Nel periodo bellico (e successivo) era frequente l'infestazione di pidocchi, ma non esistevano, o almeno non avevano gran diffusione rimedi efficaci...e allora si ricorreva alla pulizia della testa, facendosi aiutare....per schiacciare i pidocchi; quest'operazione si chiamava spulicari: cercar con molta attenzione e pazienza. Gli insetti venivano schiacciati con l'uso delle unghie dei due pollici; non a caso il pollice, nel linguaggio....molto, molto familiare, veniva chiamato scacciapidocchi.

- Si mmi veni a ttiru, ti spulicu eu: se mi capiti a tiro... te le conto quattro; ti rinfaccio tutte le tue malefatte; ti ripulisco ben bene, al gioco. (qualsiasi gioco).

- Spulicatu: ben pulito, ben netto. Era un soprannome facilmente attribuibile a chi non possedeva alcunché, o aveva perso tutto: malvestito, un po' dinoccolato, apatico.

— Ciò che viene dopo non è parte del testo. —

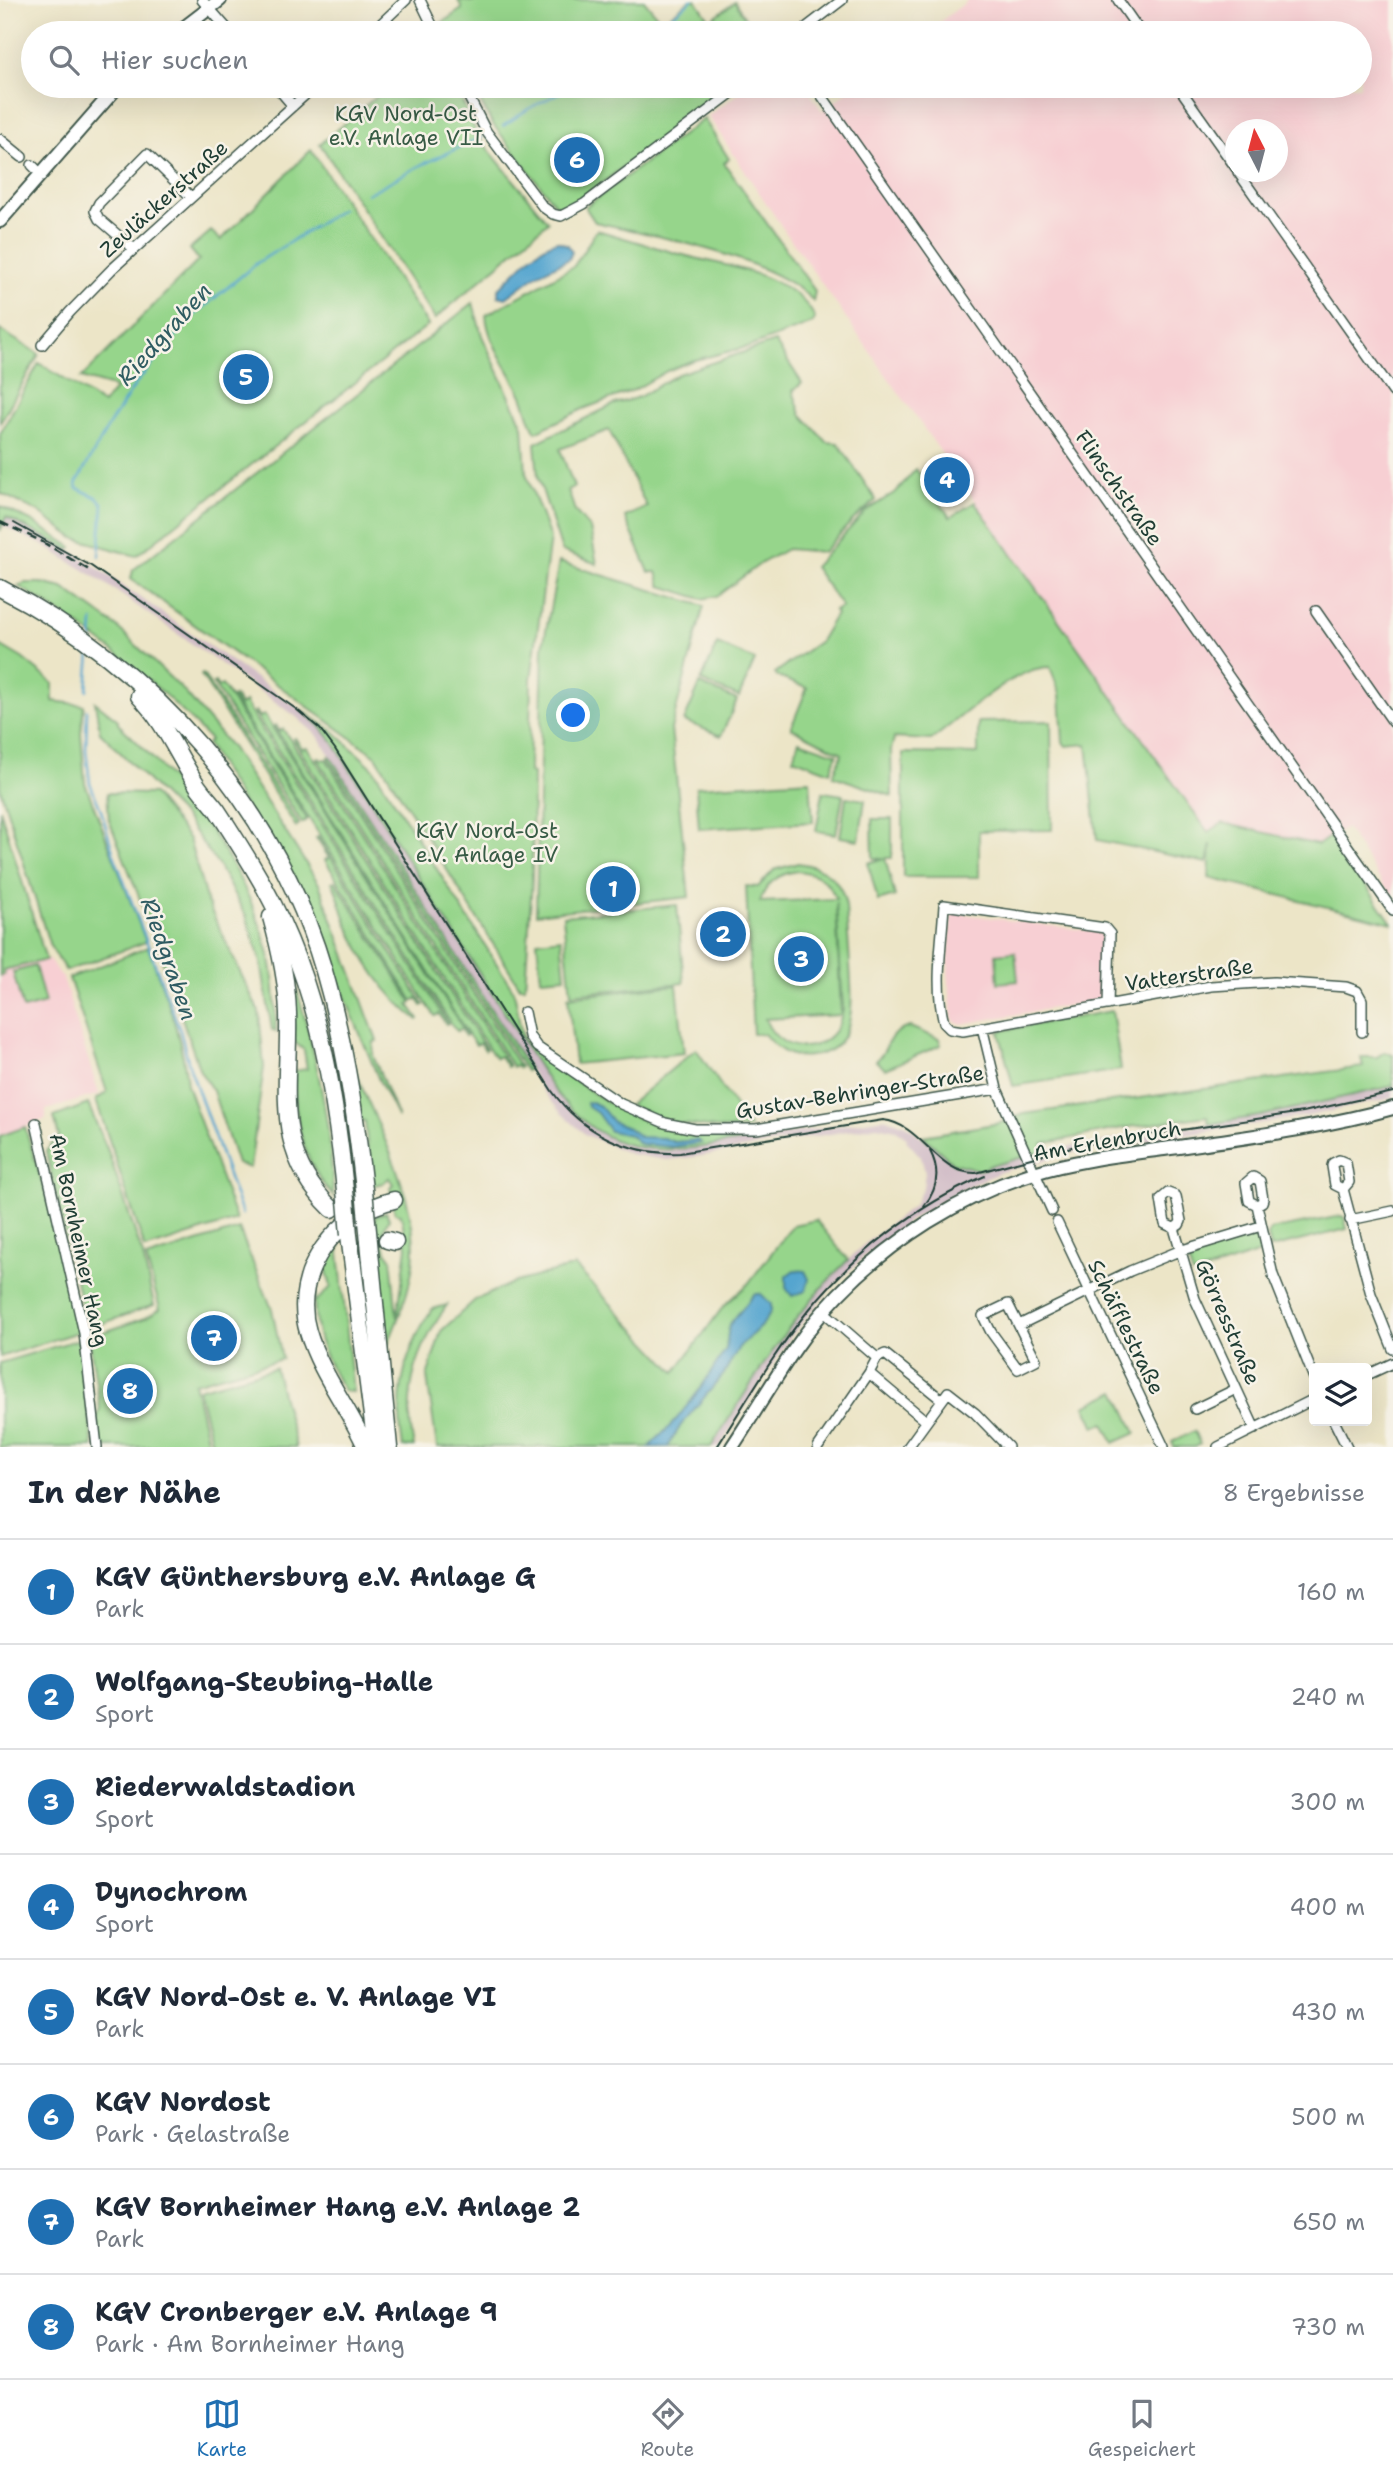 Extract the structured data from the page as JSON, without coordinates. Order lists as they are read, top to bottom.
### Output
{
  "streets": {
    "main road": ["Am Erlenbruch"],
    "street": [
      "Zeuläckerstraße",
      "Flinschstraße",
      "Vatterstraße",
      "Gustav-Behringer-Straße",
      "Am Bornheimer Hang",
      "Görresstraße",
      "Schäfflestraße"
    ]
  },
  "water": ["Riedgraben"],
  "parks": ["KGV Nord-Ost e.V. Anlage VII", "KGV Nord-Ost e.V. Anlage IV"],
  "north": "top",
  "page": {
    "search": "Hier suchen",
    "pins": [
      "6",
      "5",
      "4",
      "1",
      "2",
      "3",
      "7",
      "8"
    ],
    "heading": ["In der Nähe", "8 Ergebnisse"],
    "list": [
      {
        "mark": "1",
        "name": "KGV Günthersburg e.V. Anlage G",
        "note": "Park",
        "value": "160 m"
      },
      {
        "mark": "2",
        "name": "Wolfgang-Steubing-Halle",
        "note": "Sport",
        "value": "240 m"
      },
      {
        "mark": "3",
        "name": "Riederwaldstadion",
        "note": "Sport",
        "value": "300 m"
      },
      {
        "mark": "4",
        "name": "Dynochrom",
        "note": "Sport",
        "value": "400 m"
      },
      {
        "mark": "5",
        "name": "KGV Nord-Ost e. V. Anlage VI",
        "note": "Park",
        "value": "430 m"
      },
      {
        "mark": "6",
        "name": "KGV Nordost",
        "note": "Park · Gelastraße",
        "value": "500 m"
      },
      {
        "mark": "7",
        "name": "KGV Bornheimer Hang e.V. Anlage 2",
        "note": "Park",
        "value": "650 m"
      },
      {
        "mark": "8",
        "name": "KGV Cronberger e.V. Anlage 9",
        "note": "Park · Am Bornheimer Hang",
        "value": "730 m"
      }
    ],
    "nav": ["Karte", "Route", "Gespeichert"]
  }
}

Memoria: era un tale, pare originario di Montebello, che non aveva voglia di lavorare, ma  si arrangiava esercitando il mestiere del mediatore (sinsali): procurava matrimoni, procacciava affari, faceva avvicinare...anime in pena. Naturalmente esigeva un'adeguata "tangente". Era noto, soprattutto per il suo fisico longilineo, affilato, un po' gobbo, e, per il fatto che usava sempre calze di color rosso. Naturalmente non era "molto ben visto", tant'è che il termine usato, nei confronti di altre persone...era piuttosto offensivo, proprio per la dubbia linearità morale del tale sinsali.

Ovviamente bisognava star molto attenti prima di dire a qualcuno cazzetti rrussi (pronuncia: zeta dolce), sinonimo di sinsali  e quindi di spulicatu.

- Spuntu: vino non riuscito per cattiva fermentazione; tendente all'aceto. In questo senso era un attributo non gradito, diretto a chi ne aveva il carattere.Vedi le voci vinu, parmentu.

- Spurìa: una striscia di terreno segnata da due solchi principali. Serviva: a) a determinare gli spazi per potere spandere la semente; b) a valutare il lavoro; c) a consentire un'approssimativa stima del prodotto.Vedi la voce  ratu. Dal greco sporia, seminagione.

- Ssa, ssi, ssu: codesta, codesti (codeste), codesta.

Si racconta: che un tale avesse ricevuto un anello simbolo di fidanzamento ( intorno agli anni 1930, molto raro per l'epoca!) e, volendo farlo notare agli astanti, si trovava con i suoi amici, evidentemente, per indicare un certo oggetto, anziché usare, normalmente, l'indice della destra, abbia usato l'anulare della sinistra datimi ssu bbiccheri (datemi codesto bicchiere), con immaginabili risate e... conseguenti ... scherzetti, un po' salaci.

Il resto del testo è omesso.